Before the statue was toppled, Marine Corporal Edward Chin of the 1st Tank Battalion, 1st Marine Division (attached to the 3rd Battalion, 4th Marines) climbed the ladder and placed a U.S. flag over the statue's face. According to the book Shooter, by Coughlin, Kuhlman, and Davis, other Marines of the 3/4 realized the PR disaster unfolding as the formerly cheering crowd became silent, with one woman shouting at the Marines to remove the flag. Kuhlman had appropriated an Iraqi flag (thought to be provided by a citizen) as a war trophy during a raid earlier in the war and quickly unfurled it and headed for the statue. The crowd grabbed this flag and then placed it over the statue. The flag swapping is thought to be made so it doesn't look as an "occupation" by foreign forces but actually a "liberation".

==Conflicting reports==
The event was widely publicized, but allegations that it had been staged were soon published. One picture from the event, published in the Evening Standard, was digitally altered to suggest a larger crowd. A report by the Los Angeles Times stated it was an unnamed Marine colonel, not Iraqi civilians, who had decided to topple the statue and that a quick-thinking Army psychological operations team then used loudspeakers to encourage Iraqi civilians to assist and made it all appear spontaneous and Iraqi-inspired. Tim Brown at GlobalSecurity.org stated: "It was not completely stage-managed from Washington, DC, but it was not exactly a spontaneous Iraqi operation."

The Marines present at the time, the 3rd Battalion, 4th Marines, 3rd Assault Amphibian Battalion, and the 1st Tank Battalion, maintain that the scene was not staged other than the assistance they provided.

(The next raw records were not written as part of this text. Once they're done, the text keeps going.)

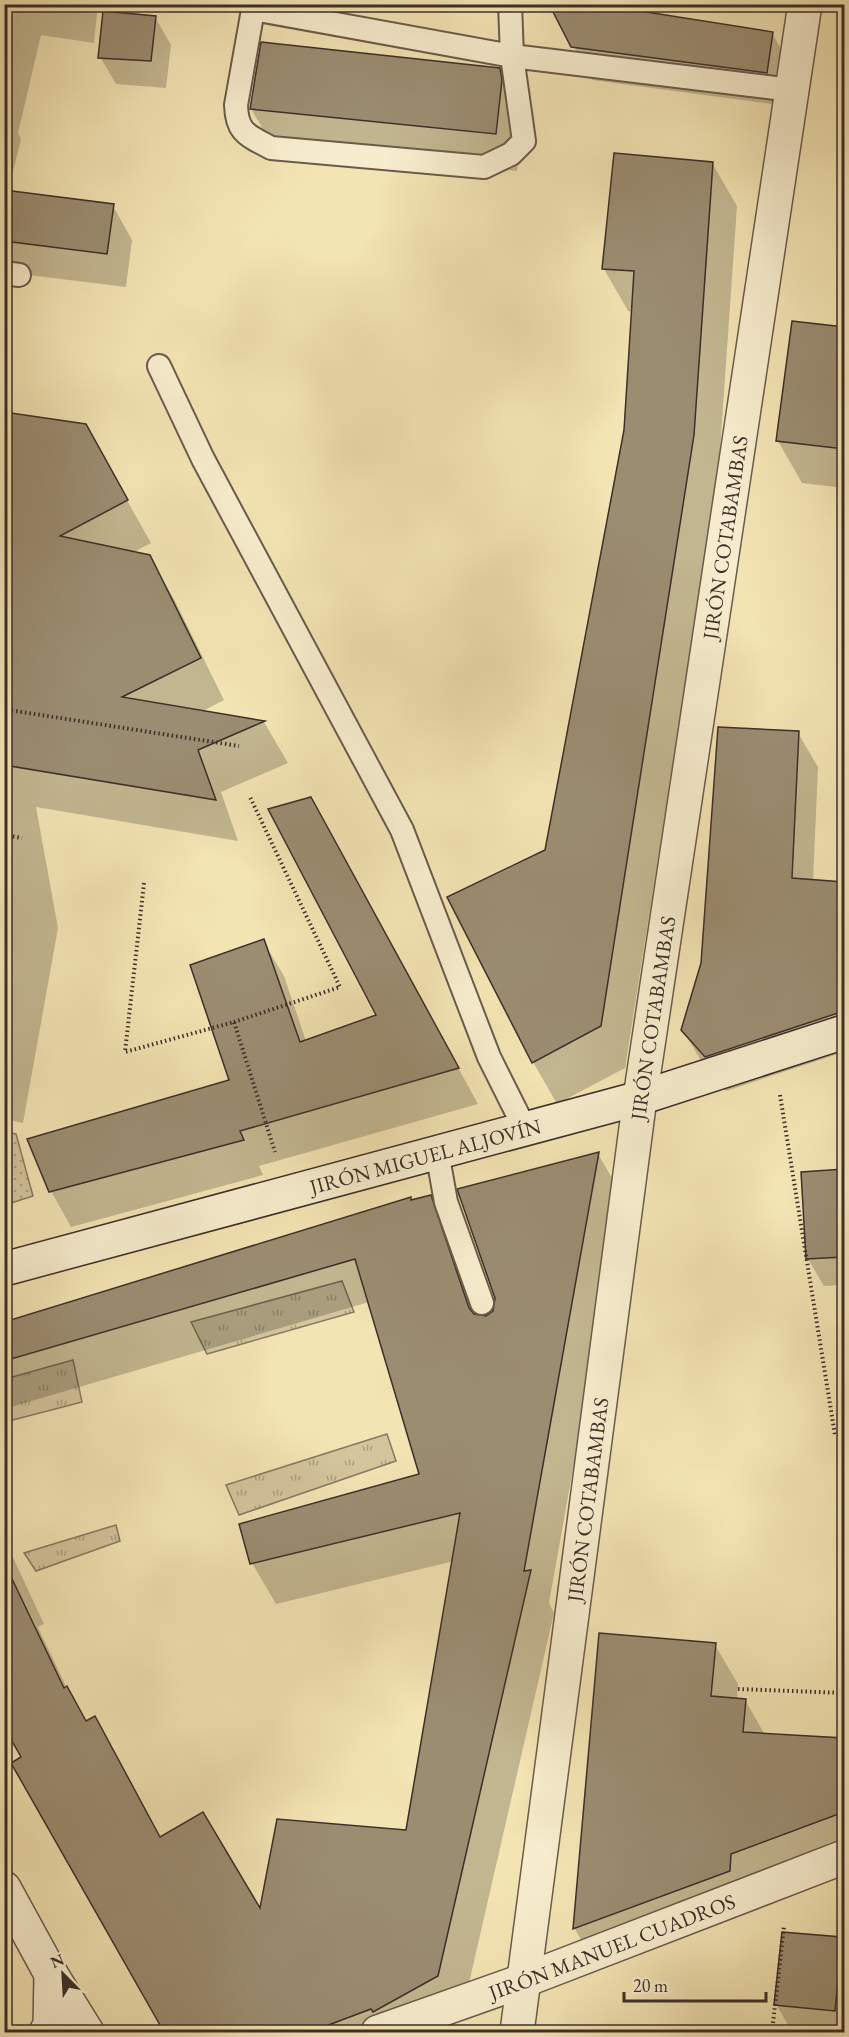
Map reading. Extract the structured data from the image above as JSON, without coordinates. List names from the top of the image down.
{
  "streets": {
    "street": ["JIRÓN COTABAMBAS", "JIRÓN MIGUEL ALJOVÍN", "JIRÓN MANUEL CUADROS"]
  },
  "crossings": [
    ["JIRÓN COTABAMBAS", "JIRÓN MIGUEL ALJOVÍN"],
    ["JIRÓN COTABAMBAS", "JIRÓN MANUEL CUADROS"]
  ],
  "scale_bar": "20 m",
  "north": "top left"
}
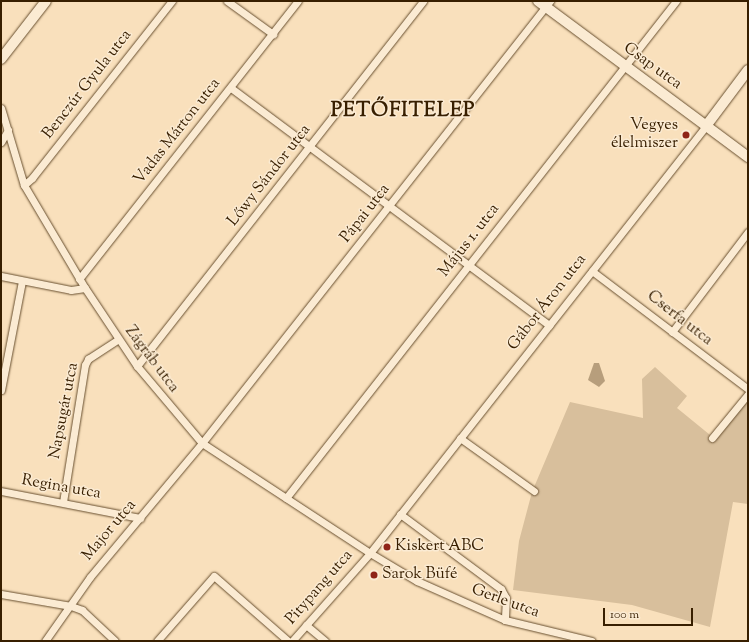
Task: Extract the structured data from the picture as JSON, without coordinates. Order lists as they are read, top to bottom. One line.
{"streets":{"street":["Csap utca","Benczúr Gyula utca","Vadas Márton utca","Lőwy Sándor utca","Pápai utca","Május 1. utca","Gábor Áron utca","Cserfa utca","Zágráb utca","Napsugár utca","Regina utca","Major utca","Pitypang utca","Gerle utca"]},"crossings":[["Csap utca","Pápai utca"],["Csap utca","Május 1. utca"],["Csap utca","Gábor Áron utca"],["Benczúr Gyula utca","Zágráb utca"],["Vadas Márton utca","Zágráb utca"],["Lőwy Sándor utca","Zágráb utca"],["Pápai utca","Zágráb utca"],["Pápai utca","Major utca"],["Május 1. utca","Zágráb utca"],["Gábor Áron utca","Cserfa utca"],["Gábor Áron utca","Zágráb utca"],["Gábor Áron utca","Pitypang utca"],["Gábor Áron utca","Gerle utca"],["Zágráb utca","Napsugár utca"],["Zágráb utca","Major utca"],["Zágráb utca","Pitypang utca"],["Zágráb utca","Gerle utca"],["Napsugár utca","Regina utca"],["Regina utca","Major utca"],["Pitypang utca","Gerle utca"]],"districts":["PETŐFITELEP"],"places":["Vegyes élelmiszer","Kiskert ABC","Sarok Büfé"],"scale_bar":"100 m"}
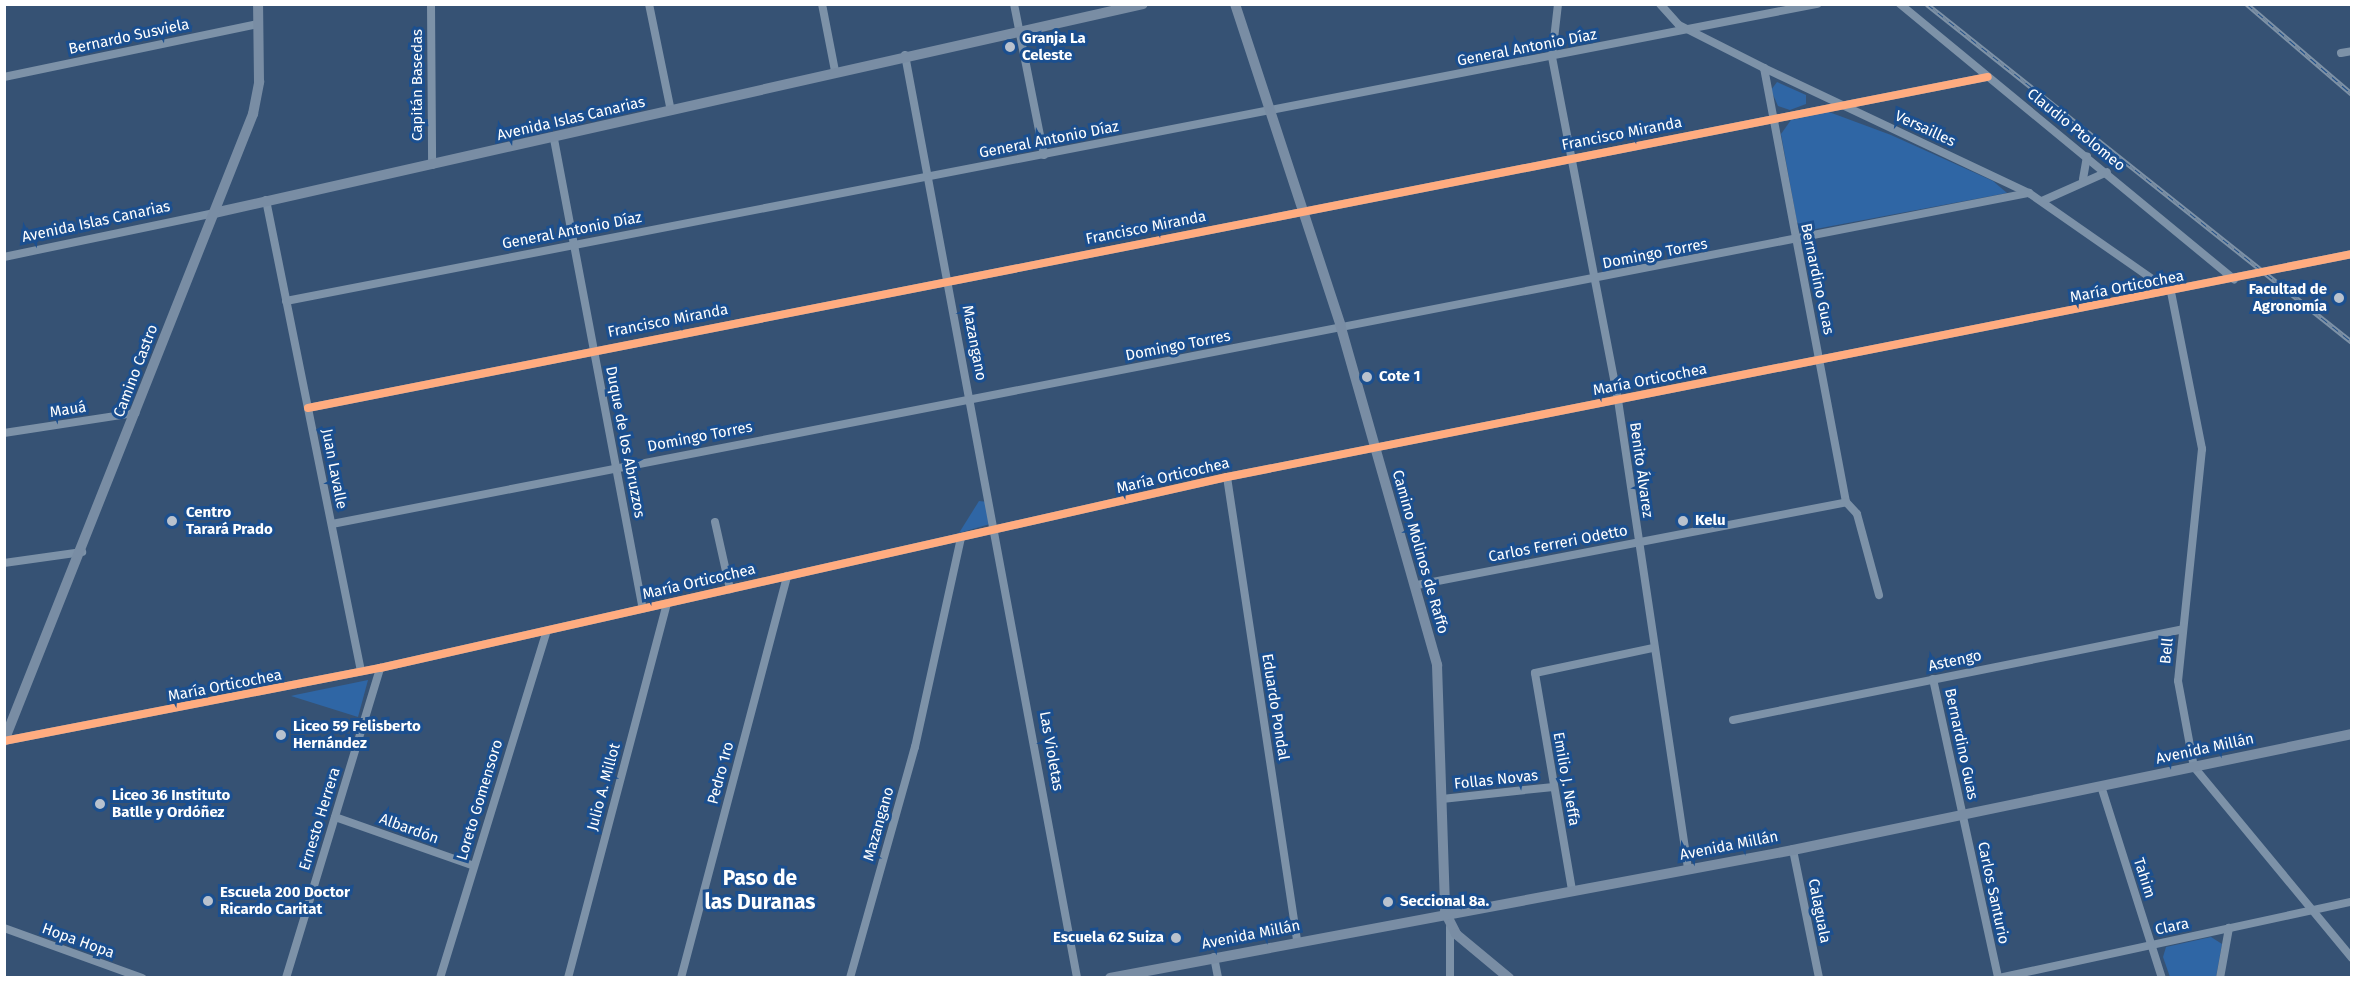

Robert Fisk described the event as "the most staged photo opportunity since Iwo Jima."

==Legacy==
The toppling of Saddam's statue has been compared to an earlier incident during the Hungarian Revolution of 1956 when a statue of Stalin was "decapitated" and ultimately torn down to its "boots."

Kadhem Sharif Al-Jabbouri, who helped topple Saddam's statue with a sledgehammer, told BBC News in 2016 that he regretted his part in the event. Al-Jabbouri was a motorcycle mechanic for Saddam who came to despise Saddam's regime after being imprisoned for almost two years for falling out of favor and having around 15 family members killed by the regime. After helping topple the statue, he was disheartened to see the arriving Marines from 3/4 cover its face with an American flag, and he claims he gave them the Iraqi flag and insisted they use it instead. He eventually became critical of the subsequent Coalition governance of Iraq, which he described as marked by worsening "infighting, corruption, killing, [and] looting" and, in short, "Saddam has gone, but now in his place, we have 1,000 Saddams." Al-Jabbouri told BBC that he would like the statue of Saddam to be replaced and that he would erect one himself but feared reprisals for it.

In Bangladesh, on the day of prime minister Sheikh Hasina's 2024 resignation, protesters climbed up and vandalized the golden statue of Sheikh Mujib at the Mrityunjayee Prangan. The statue was entirely demolished by the afternoon. The statue's toppling was compared with that of Saddam Hussein's statue.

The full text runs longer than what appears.